Niektórzy mężczyźni budują sobie przed domem pole do gry w koszykówkę, inni przerabiają garaż na pokój rekreacyjny z grami wideo, ale Kenenisa Bekele posunął się jeszcze dalej. Rekordzista świata w biegach na 5k i 10 k zbudował swój własny tor do biegania z 6-cioma stanowiskami w malowniczej okolicy miasta Sululta w Etiopii, położonej na wysokości 2750 m n.p.m. Ponadto, w pobliżu zbudował również 30-pokojowy hotel, w którym będą mogli zakwaterować się sportowcy chcący skorzystać z „pola marzeń” Bekelego. Budowa kolejnego hotelu, tym razem z 80-oma pokojami  zostanie ukończona za ok. 6 miesięcy.

„Bardzo się cieszę z tego projektu i jestem z niego dumny.” – powiedział Bekele podczas wizyty gości zagranicznych w jego zachwycającym obiekcie o nazwie „Bekelecamp”.

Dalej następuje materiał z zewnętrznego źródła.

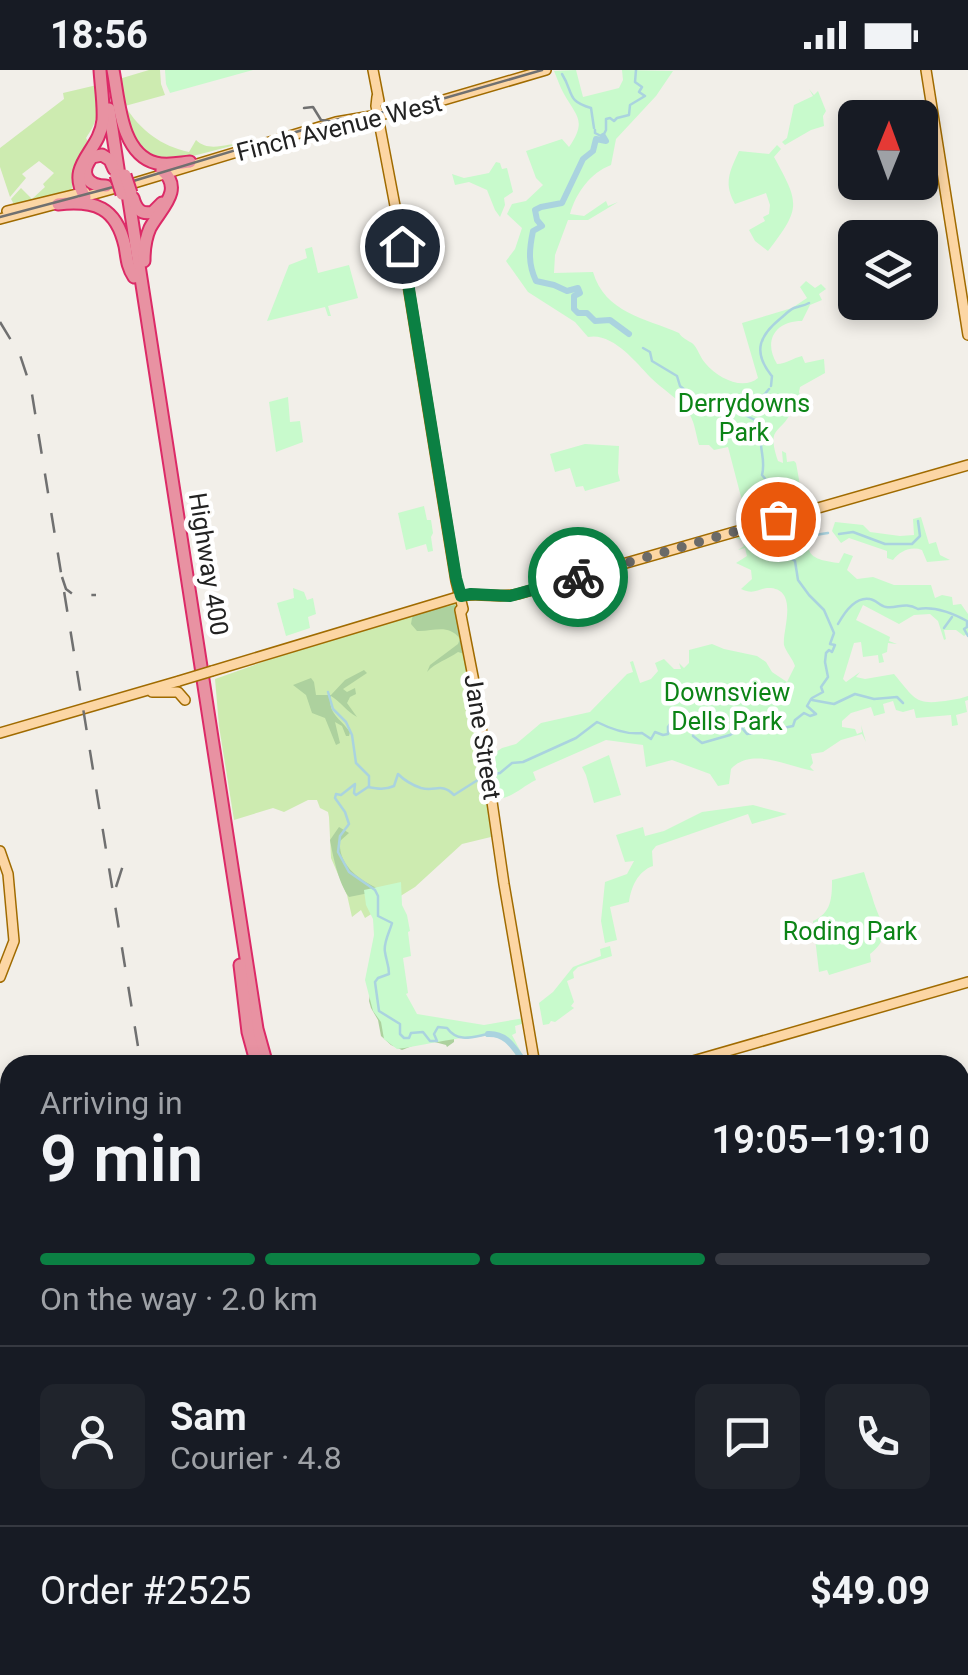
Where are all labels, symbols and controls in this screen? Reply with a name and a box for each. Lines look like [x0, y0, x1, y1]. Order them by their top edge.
text: 18:56 [50, 13, 148, 57]
street label: Finch Avenue West [233, 88, 445, 167]
north arrow [838, 100, 938, 200]
map controls [838, 100, 938, 320]
pin [360, 204, 445, 289]
icon: home [375, 219, 430, 274]
button: layers [838, 220, 938, 320]
park label: Derrydowns Park [678, 389, 810, 447]
pin [736, 477, 821, 562]
street label: Highway 400 [183, 491, 234, 638]
icon: bag [751, 492, 806, 547]
courier [528, 527, 628, 627]
icon: bike [551, 550, 606, 605]
street label: Jane Street [458, 672, 507, 802]
park label: Downsview Dells Park [664, 678, 790, 736]
park label: Roding Park [783, 917, 917, 946]
text: Arriving in [40, 1084, 183, 1122]
text: 19:05–19:10 [711, 1118, 930, 1162]
text: 9 min [40, 1121, 203, 1197]
text: On the way · 2.0 km [40, 1280, 318, 1318]
button: person [40, 1384, 145, 1489]
button: chat [695, 1384, 800, 1489]
button: phone [825, 1384, 930, 1489]
text: Sam [170, 1395, 247, 1439]
text: Courier · 4.8 [170, 1439, 342, 1477]
text: Order #2525 [40, 1569, 251, 1613]
text: $49.09 [810, 1569, 930, 1613]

Koszt jego budowy wyniósł aż 1,5 miliona dolarów. Tor jest pokryty specjalnie dla niego skonstruowaną nawierzchnią. Bekele bowiem, po zdobyciu 4 z rzędu tytułów mistrza IAAF na 10000m, 3 złotych medali i 11 tytułów IAAF World Cross Country Championships doznał szeregu kontuzji łydki, które wg nasiliły się z powodu trenowania na twardej nawierzchni stadionu w stolicy Etiopii Addis Ababa. W rezultacie przy współpracy z holenderską firmą GCC Sport Surfaces wyprodukowano, nową, bardziej miękką nawierzchnię, która nie będzie szkodliwa dla biegaczy. Bekele nie planuje budowy trybun z siedzeniami. Zastąpią je specjalne tarasy dla widzów.

“Początkowo planowałem, że obiekt będzie powstawał fazami, lecz ostatecznie zdecydowałem się na budowę wszystkiego na raz, gdyż potrzebuję tego toru na własne potrzeby do trenowania. Zbyt długo byłem kontuzjowany. Już zacząłem zapraszać sportowców do trenowania w Sululcie, zarówno lokalnych, jak I zagranicznych.”- mówi 30-letni mistrz. 

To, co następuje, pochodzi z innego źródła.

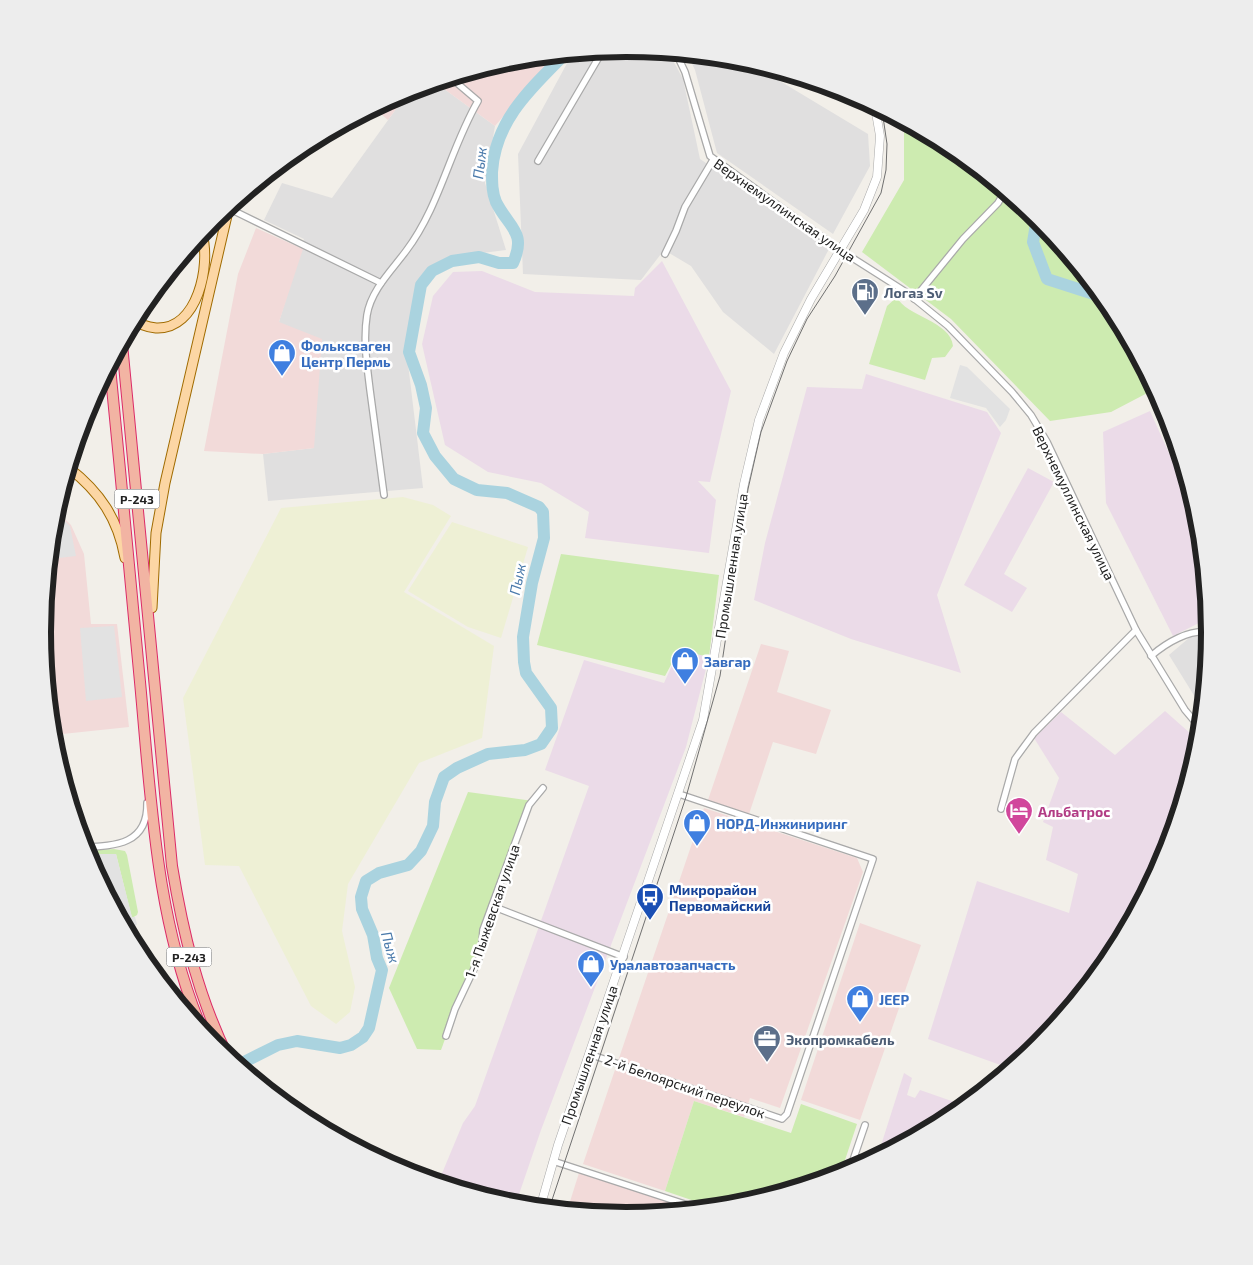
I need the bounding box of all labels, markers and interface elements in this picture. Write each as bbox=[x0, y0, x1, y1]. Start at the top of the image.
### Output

Oficjalne otwarcie zaplanowano za miesiąc, w styczniu 2013 r. Bekele liczy, że uda mu się odzyskać część poniesionych kosztów poprzez wynajem pokojów, których koszt ma wynieść pomiędzy 5- a 50$ za dobę wraz z wyżywieniem.  Biegacz zachwala również okoliczne zalesione tereny położone 3200 m n.p.m. jako idealne do uprawiania biegów przełajowych i górskich “Trenuję tutaj 4 -5 razy w tygodniu, czasami dwa razy dziennie. Jest tu bardzo pięknie i bezpiecznie. Biegacze mają do wyboru albo trenowanie na płaskiej nawierzchni lub biegi górskie. Ponadto, do miasta jest zaledwie ok. 10 km, można tu znaleźć dużo zieleni. To bardzo szczególne miejsce dla mnie.”

Oczywiście po przyjeździe można liczyć na wsparcie mistrza, który zapowiada, że będzie udzielał porad i wskazówek podczas treningów, a także dzielił się swoim doświadczeniem. Kto by nie chciał trenować z taki wielkim mistrzem?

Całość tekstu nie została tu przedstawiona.